Data for this task
━━━━━━━━

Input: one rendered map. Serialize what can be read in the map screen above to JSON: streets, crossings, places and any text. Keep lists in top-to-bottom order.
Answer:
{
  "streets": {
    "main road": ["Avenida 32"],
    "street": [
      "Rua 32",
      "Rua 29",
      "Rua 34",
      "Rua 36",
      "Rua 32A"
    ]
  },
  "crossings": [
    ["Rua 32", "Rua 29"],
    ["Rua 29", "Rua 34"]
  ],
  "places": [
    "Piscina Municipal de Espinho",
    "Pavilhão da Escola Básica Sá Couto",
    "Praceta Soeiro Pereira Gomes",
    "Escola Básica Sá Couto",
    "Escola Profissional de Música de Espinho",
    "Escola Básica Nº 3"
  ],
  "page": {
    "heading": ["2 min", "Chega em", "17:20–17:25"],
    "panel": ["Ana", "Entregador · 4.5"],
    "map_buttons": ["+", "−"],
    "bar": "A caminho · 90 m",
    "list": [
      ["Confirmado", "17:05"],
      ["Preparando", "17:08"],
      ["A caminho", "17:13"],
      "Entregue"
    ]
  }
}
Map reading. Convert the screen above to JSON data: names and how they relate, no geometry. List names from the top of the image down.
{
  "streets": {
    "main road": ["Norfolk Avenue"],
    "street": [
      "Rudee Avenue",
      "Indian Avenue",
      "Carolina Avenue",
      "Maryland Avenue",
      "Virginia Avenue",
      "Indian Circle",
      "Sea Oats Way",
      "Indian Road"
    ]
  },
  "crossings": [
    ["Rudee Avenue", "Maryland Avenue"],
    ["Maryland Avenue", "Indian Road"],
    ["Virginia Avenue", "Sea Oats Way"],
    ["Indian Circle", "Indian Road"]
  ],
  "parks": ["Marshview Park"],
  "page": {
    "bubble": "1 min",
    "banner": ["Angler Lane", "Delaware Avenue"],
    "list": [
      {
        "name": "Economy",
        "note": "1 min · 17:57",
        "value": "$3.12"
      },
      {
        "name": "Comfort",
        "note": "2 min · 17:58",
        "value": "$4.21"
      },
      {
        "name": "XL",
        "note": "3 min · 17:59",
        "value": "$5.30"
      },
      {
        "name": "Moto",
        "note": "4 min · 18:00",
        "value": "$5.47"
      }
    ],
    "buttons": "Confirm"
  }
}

━━━━━━━━

Take the lines above and print them exactly.

Response box
Input: one rendered map. Serialize what can be read in the map screen above to JSON: streets, crossings, places and any text. Keep lists in top-to-bottom order.
Answer:
{
  "streets": {
    "main road": ["Avenida 32"],
    "street": [
      "Rua 32",
      "Rua 29",
      "Rua 34",
      "Rua 36",
      "Rua 32A"
    ]
  },
  "crossings": [
    ["Rua 32", "Rua 29"],
    ["Rua 29", "Rua 34"]
  ],
  "places": [
    "Piscina Municipal de Espinho",
    "Pavilhão da Escola Básica Sá Couto",
    "Praceta Soeiro Pereira Gomes",
    "Escola Básica Sá Couto",
    "Escola Profissional de Música de Espinho",
    "Escola Básica Nº 3"
  ],
  "page": {
    "heading": ["2 min", "Chega em", "17:20–17:25"],
    "panel": ["Ana", "Entregador · 4.5"],
    "map_buttons": ["+", "−"],
    "bar": "A caminho · 90 m",
    "list": [
      ["Confirmado", "17:05"],
      ["Preparando", "17:08"],
      ["A caminho", "17:13"],
      "Entregue"
    ]
  }
}
Map reading. Convert the screen above to JSON data: names and how they relate, no geometry. List names from the top of the image down.
{
  "streets": {
    "main road": ["Norfolk Avenue"],
    "street": [
      "Rudee Avenue",
      "Indian Avenue",
      "Carolina Avenue",
      "Maryland Avenue",
      "Virginia Avenue",
      "Indian Circle",
      "Sea Oats Way",
      "Indian Road"
    ]
  },
  "crossings": [
    ["Rudee Avenue", "Maryland Avenue"],
    ["Maryland Avenue", "Indian Road"],
    ["Virginia Avenue", "Sea Oats Way"],
    ["Indian Circle", "Indian Road"]
  ],
  "parks": ["Marshview Park"],
  "page": {
    "bubble": "1 min",
    "banner": ["Angler Lane", "Delaware Avenue"],
    "list": [
      {
        "name": "Economy",
        "note": "1 min · 17:57",
        "value": "$3.12"
      },
      {
        "name": "Comfort",
        "note": "2 min · 17:58",
        "value": "$4.21"
      },
      {
        "name": "XL",
        "note": "3 min · 17:59",
        "value": "$5.30"
      },
      {
        "name": "Moto",
        "note": "4 min · 18:00",
        "value": "$5.47"
      }
    ],
    "buttons": "Confirm"
  }
}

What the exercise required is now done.